◆ EXERCISE INSTRUCTIONS: Filter the listing below down to the lines with the word "ccbdad" and copy those.

+++

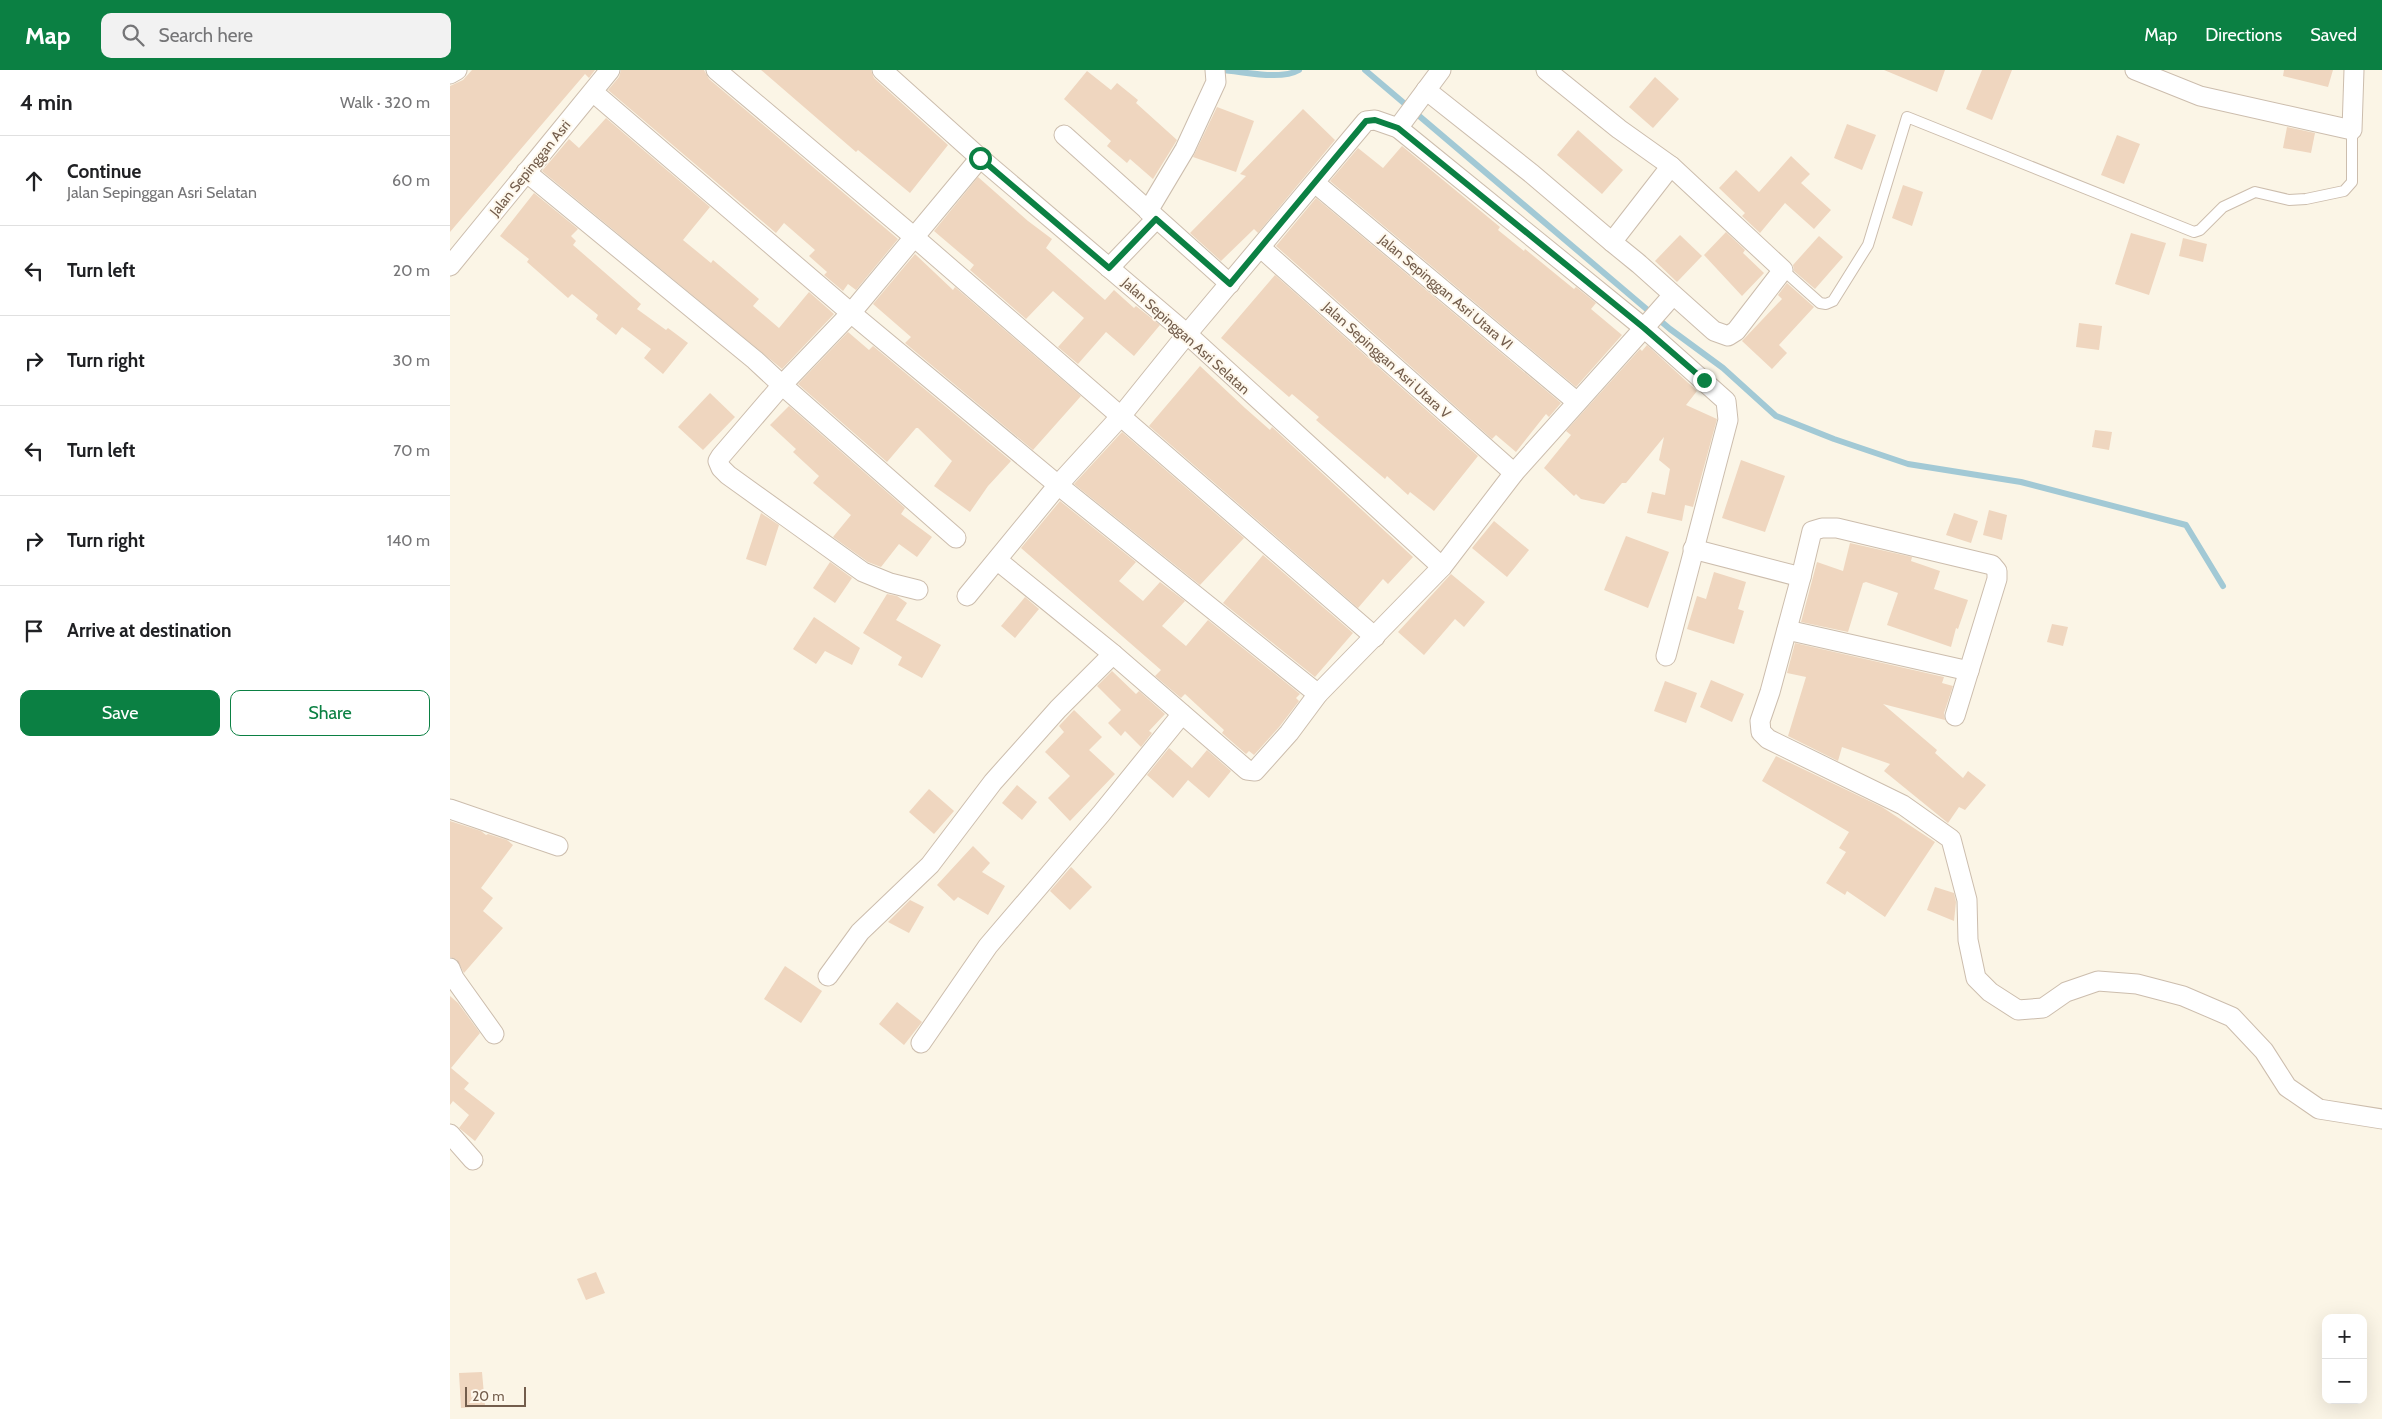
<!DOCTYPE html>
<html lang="en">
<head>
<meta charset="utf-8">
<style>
  :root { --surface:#fff; --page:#f2f2f2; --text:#202124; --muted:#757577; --line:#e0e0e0; --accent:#0b8043 }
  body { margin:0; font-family:Cabin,sans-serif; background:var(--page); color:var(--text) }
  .controls { position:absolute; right:15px; bottom:15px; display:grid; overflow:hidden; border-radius:10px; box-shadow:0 5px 20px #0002 }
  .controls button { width:45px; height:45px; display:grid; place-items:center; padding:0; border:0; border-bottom:1px solid var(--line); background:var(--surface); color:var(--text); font:25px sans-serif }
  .scale { position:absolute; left:15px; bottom:12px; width:61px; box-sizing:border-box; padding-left:5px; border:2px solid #735d4c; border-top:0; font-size:14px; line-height:18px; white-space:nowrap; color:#735d4c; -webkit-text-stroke:4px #fef8ec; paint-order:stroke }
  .stop { position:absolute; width:15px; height:15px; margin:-11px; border:4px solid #0b8043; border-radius:50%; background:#fff }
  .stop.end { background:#0b8043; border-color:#fff; box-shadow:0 1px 5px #0008 }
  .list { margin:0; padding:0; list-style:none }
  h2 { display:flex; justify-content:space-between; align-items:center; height:65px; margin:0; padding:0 20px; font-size:21px }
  h2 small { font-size:16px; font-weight:400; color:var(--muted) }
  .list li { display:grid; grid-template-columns:32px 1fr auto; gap:15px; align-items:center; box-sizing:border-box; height:90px; padding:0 20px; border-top:1px solid var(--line) }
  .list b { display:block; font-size:19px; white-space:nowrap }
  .list p { margin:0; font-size:16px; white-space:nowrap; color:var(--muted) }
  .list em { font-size:16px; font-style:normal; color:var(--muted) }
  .actions { display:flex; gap:10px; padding:15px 20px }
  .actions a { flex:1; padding:11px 0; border:1px solid var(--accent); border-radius:10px; text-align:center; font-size:18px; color:var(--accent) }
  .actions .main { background:var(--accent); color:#fff }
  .icon { flex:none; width:28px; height:28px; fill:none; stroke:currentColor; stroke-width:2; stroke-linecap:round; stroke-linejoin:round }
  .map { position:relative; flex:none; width:1932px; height:1349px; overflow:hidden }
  header { display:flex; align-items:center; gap:30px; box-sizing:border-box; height:70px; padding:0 25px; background:var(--accent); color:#fff }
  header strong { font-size:24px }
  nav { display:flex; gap:28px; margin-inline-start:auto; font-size:18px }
  .search { width:350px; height:45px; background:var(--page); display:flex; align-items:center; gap:12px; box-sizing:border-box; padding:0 18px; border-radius:10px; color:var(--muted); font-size:19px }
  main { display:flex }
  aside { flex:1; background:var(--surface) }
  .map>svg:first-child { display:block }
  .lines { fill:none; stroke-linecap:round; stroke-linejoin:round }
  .stream { stroke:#a2c9d5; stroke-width:6 }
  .building { fill:#efd6bf }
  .lane-casing { stroke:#ccbdad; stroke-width:12 }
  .street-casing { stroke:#ccbdad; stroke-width:21 }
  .lane { stroke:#fff; stroke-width:10 }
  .street { stroke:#fff; stroke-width:19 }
  .route { stroke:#0b8043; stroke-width:6 }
  .labels { text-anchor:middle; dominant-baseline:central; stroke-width:4; stroke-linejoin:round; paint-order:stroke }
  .street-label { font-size:14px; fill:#735d4c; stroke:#fef8ec }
</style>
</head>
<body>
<header>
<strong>Map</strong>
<div class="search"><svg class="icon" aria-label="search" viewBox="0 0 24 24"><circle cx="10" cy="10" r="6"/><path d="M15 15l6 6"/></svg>Search here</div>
<nav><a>Map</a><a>Directions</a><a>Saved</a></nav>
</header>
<main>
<aside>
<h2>4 min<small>Walk · 320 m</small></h2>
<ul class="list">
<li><svg class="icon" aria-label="ahead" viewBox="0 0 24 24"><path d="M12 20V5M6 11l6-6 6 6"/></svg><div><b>Continue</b><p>Jalan Sepinggan Asri Selatan</p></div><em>60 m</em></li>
<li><svg class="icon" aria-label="left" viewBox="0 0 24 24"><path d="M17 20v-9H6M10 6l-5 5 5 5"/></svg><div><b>Turn left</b></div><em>20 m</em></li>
<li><svg class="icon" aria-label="right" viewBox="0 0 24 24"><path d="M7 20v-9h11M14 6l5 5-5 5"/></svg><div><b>Turn right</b></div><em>30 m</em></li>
<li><svg class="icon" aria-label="left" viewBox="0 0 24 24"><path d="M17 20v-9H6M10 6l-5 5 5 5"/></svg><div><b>Turn left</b></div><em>70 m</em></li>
<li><svg class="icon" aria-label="right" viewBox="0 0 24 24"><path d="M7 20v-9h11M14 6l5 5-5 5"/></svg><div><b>Turn right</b></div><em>140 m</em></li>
<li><svg class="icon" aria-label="arrive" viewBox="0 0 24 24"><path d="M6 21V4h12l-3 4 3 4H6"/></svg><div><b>Arrive at destination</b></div></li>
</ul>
<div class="actions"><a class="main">Save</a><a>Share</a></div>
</aside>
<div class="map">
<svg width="1932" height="1349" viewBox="0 0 1932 1349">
  <rect width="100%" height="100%" fill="#fbf5e6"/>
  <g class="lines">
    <!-- stream -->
    <g class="stream">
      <path d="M771,0C792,1 830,11 849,0"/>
      <path d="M915,0L1220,259L1273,298L1326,346L1384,369L1458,394L1571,412L1736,455L1773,516"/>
    </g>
  </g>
  <!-- building -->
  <g class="building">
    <path d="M22,0H145L139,8L135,4L0,162V16L13,10Z"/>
    <path d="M171,0H254L259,9L448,169L406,220L398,214L393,221L374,205L377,202L359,186L365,180L334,153L326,163L158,20L169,7Z"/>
    <path d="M311,0H421L424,8L498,75L460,123L408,80L406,82Z"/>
    <path d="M1434,0H1495L1487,22Z"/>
    <path d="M1532,0H1562L1542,50L1516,39Z"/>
    <path d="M1834,0H1883L1878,17L1833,6Z"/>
    <path d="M637,1L661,20L667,13L688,30L686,33L727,70L703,109L680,89L677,93L657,76L661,71L614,29Z"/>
    <path d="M1205,7L1229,29L1203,58L1179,37Z"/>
    <path d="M767,37L804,51L786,102L743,87Z"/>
    <path d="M853,39L885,70L808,163L804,159L771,191L740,163L796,106L790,104Z"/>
    <path d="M156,48L260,137L233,170L261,193L263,190L309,229L303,236L329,258L359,222L384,244L332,299L92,101L119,69L129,78Z"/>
    <path d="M1397,54L1426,65L1412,100L1384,88Z"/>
    <path d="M1837,57L1865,63L1861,83L1833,78Z"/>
    <path d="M1128,60L1173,100L1152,124L1107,85Z"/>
    <path d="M1667,65L1690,74L1674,114L1651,105Z"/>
    <path d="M952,76L1050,157L1048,160L1074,181L1075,179L1124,219L1126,217L1146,233L1141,239L1172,265L1126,317L880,111L908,78L933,98Z"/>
    <path d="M1341,86L1360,104L1351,113L1381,140L1364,159L1335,133L1310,163L1292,146L1295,143L1269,118L1286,100L1309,122Z"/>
    <path d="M528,107L578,151L602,169L596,178L655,230L664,220L684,238L686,236L710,255L684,286L656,262L628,294L608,277L634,248L603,221L576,249L520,200L524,195L484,161Z"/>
    <path d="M1453,115L1473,122L1462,156L1442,148Z"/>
    <path d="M84,123L128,159L121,166L126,171L123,175L191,234L187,239L216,260L218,258L238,273L213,304L194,288L201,279L172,257L166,265L146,249L148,245L122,224L118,228L77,192L79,189L50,166Z"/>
    <path d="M866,128L1111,333L1099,347L1096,344L1066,382L1046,365L1042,369L826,176Z"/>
    <path d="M1276,162L1295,180L1293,183L1314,203L1292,226L1254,185Z"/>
    <path d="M1681,163L1716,173L1699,225L1665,214Z"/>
    <path d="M1230,165L1252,186L1227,212L1205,191Z"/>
    <path d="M1369,166L1393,187L1365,219L1344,201L1343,195Z"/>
    <path d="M1733,168L1757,174L1753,192L1729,186Z"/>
    <path d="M465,184L503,220L505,217L631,326L583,380L455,273L461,267L423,234Z"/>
    <path d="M825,205L1028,386L984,441L960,422L958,425L937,406L935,409L866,350L869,347L842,324L839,327L771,268Z"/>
    <path d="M1337,213L1364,237L1329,275L1337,283L1322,299L1292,271L1332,229L1328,225Z"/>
    <path d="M1629,253L1652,256L1649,280L1626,277Z"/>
    <path d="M398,262L419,280L423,276L561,391L538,416L520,442L484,416L502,391L468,358H466L437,392L348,314Z"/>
    <path d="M1197,275L1247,321L1236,335L1267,349L1243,437L1235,435L1232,451L1197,443L1202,422L1215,425L1220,399L1209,390L1214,367L1176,413H1172L1154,434L1131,429L1126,424L1124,426L1094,398L1121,365L1116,361L1190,279L1192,281Z"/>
    <path d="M750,296L795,338L820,360L822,357L963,487L938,514L933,509L908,538L699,356Z"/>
    <path d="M260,323L285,347L253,380L228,357Z"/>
    <path d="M339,336L455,438L451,444L482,467L467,487L449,474L431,497L418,492L383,467L401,445L363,413L369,406L343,382L346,379L320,355Z"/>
    <path d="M1645,360L1662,362L1659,380L1642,377Z"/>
    <path d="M672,362L794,468L750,515L624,414Z"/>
    <path d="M1291,390L1335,406L1315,462L1272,448Z"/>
    <path d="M610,431L686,492L669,511L693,531L710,512L735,531L712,556L736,576L758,550L850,624L846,628L849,631L830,656L804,685L799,681L796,684L772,663L774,660L735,624L731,628L705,606L711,600L571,478Z"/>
    <path d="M1539,440L1557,445L1552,470L1533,465Z"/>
    <path d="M311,443L329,455L316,496L296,489Z"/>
    <path d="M1504,443L1528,451L1521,473L1496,465Z"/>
    <path d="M1044,451L1079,480L1057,507L1022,478Z"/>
    <path d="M1176,466L1219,482L1198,538L1154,520Z"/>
    <path d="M1400,473L1462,487L1461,491L1490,501L1484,519L1518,530L1508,559L1506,558L1501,577L1437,555L1448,523L1416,512L1413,513L1398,562L1351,552L1367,492L1393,501Z"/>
    <path d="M813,485L903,563L865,607L773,533Z"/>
    <path d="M380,492L402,508L385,533L363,518Z"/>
    <path d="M1264,502L1296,512L1288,539L1294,541L1284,574L1237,559L1247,526L1256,529Z"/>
    <path d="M1001,504L1035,532L1014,557L1005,549L974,585L948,562Z"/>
    <path d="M437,524L447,526L457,533L446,550L491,575L472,608L448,595L452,587L413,563Z"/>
    <path d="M575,527L589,539L565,568L551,556Z"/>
    <path d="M364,547L410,578L402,595L375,581L366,594L343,579Z"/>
    <path d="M1602,554L1618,557L1613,576L1597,572Z"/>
    <path d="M1345,573L1494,607L1492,613L1503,616L1494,643L1495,650L1433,634L1487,680L1485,683L1513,708L1518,701L1536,715L1515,740L1509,737L1498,753L1434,701L1440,694L1392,677L1388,691L1338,666L1356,607L1337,603Z"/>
    <path d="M662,601L686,624L689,621L715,644L699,661L702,663L691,677L675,661L671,666L658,653L671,640L647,616Z"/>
    <path d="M1261,610L1294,624L1282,652L1250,637Z"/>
    <path d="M1215,611L1247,623L1236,653L1204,641Z"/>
    <path d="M624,640L652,667L639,680L665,704L620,751L598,728L620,706L595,682L614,662L609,656Z"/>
    <path d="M719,678L742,698L757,680L781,701L759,728L738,710L723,728L697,705Z"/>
    <path d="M1326,686L1432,737L1485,772L1435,847L1397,821L1395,825L1376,813L1396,782L1389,778L1399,762L1312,711Z"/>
    <path d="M567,715L587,732L572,750L552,733Z"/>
    <path d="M479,719L504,741L484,764L459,742Z"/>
    <path d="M0,751L31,761L36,765L38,764L57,770L63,775L31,818L43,828L33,841L53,858L14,903L7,890L0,887Z"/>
    <path d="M523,776L540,793L532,802L555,816L538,845L508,827L504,831L487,815Z"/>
    <path d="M621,797L642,817L620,840L600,821Z"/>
    <path d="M1485,817L1504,823L1506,832L1504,851L1477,840Z"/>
    <path d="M460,830L474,837L459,863L438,852Z"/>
    <path d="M335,896L372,921L351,953L314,929Z"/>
    <path d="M0,926L8,933L30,963L1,998L19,1013L14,1019L45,1043L25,1071L9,1058L19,1045L3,1031L0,1035Z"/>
    <path d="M447,932L472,952L454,975L429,954Z"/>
    <path d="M146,1202L155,1223L136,1230L127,1209Z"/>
    <path d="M32,1302L35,1336L11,1338L9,1303Z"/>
  </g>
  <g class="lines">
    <!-- lane casing -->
    <g class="lane-casing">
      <path id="lane" d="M1333,200L1370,233L1376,234L1383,231L1418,175L1457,47L1744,162L1750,160L1773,137L1805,122L1839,130L1856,129L1894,121L1902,112V60"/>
    </g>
    <!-- street casing -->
    <g class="street-casing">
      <g id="street">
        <path d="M266,0L463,166L925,567"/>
        <path d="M432,0L530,88L737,264L992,497"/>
        <path d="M1096,0L1169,59L1221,96"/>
        <path d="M1685,0L1750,26L1902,60L1904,0"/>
        <path d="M0,4L7,0"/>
        <path d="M976,20L1082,104L1162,172"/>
        <path d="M143,22L401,243L608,415L868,624"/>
        <path d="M948,58L991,0"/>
        <path d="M614,65L780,214"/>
        <path d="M1221,96L1333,200L1286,261L1278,266L1264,261L1189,194L1162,172Z"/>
        <path d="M76,102L305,290L332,315L401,243L530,88"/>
        <path d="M865,113L1127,332"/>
        <path d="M698,141L735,79L766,12L765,0"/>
        <path d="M811,178L1064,403"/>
        <path d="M0,196L160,0"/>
        <path d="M659,198L706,149"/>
        <path d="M1243,479L1351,507L1362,461L1372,458H1387L1542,495L1547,501V509L1505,646"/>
        <path d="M1351,507L1320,622L1310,651L1311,662L1318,669L1453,735L1501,769L1517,830L1518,870L1526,908L1540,922L1568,940L1593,938L1616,922L1648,911L1687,914L1733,926L1782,947L1814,981L1837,1017L1869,1039L1932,1049"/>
        <path d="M468,520L440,513L413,502L278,405L271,398L268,391L271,386L332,315L506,468"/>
        <path d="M517,526L608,415L671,346L737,264L916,51L925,50L948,58L1194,258L1064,403L992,497L868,624L839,663L805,701L797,700L663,584L547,490"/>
        <path d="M1337,560L1519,601"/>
        <path d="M1216,586L1278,350L1276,331L1194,258L1223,225"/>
        <path d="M0,739L108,776"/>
        <path d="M0,898L4,908L44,964"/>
        <path d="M378,906L410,862L480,795L543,712L608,639L663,584"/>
        <path d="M471,973L538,876L651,744L732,644"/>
        <path d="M0,1064L23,1090"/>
      </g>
    </g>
    <!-- lane -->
    <use href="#lane" class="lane"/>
    <!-- street -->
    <use href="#street" class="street"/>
  </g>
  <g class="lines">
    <!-- route -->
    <path class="route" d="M530,88L659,198L706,149L780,214L916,51L925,50L948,58L1194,258L1254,310"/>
  </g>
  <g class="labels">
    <!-- street labels -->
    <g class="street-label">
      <text transform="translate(80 98) rotate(-51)">Jalan Sepinggan Asri</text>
      <text transform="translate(996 222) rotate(40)">Jalan Sepinggan Asri Utara VI</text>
      <text transform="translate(736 266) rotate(42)">Jalan Sepinggan Asri Selatan</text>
      <text transform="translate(937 290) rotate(42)">Jalan Sepinggan Asri Utara V</text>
    </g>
  </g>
</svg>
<div class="controls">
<button>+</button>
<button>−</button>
</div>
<div class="scale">20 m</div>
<div class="stop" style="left:530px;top:88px"></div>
<div class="stop end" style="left:1254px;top:310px"></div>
</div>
</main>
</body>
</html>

+++

◆ ANSWER:
  .lane-casing { stroke:#ccbdad; stroke-width:12 }
  .street-casing { stroke:#ccbdad; stroke-width:21 }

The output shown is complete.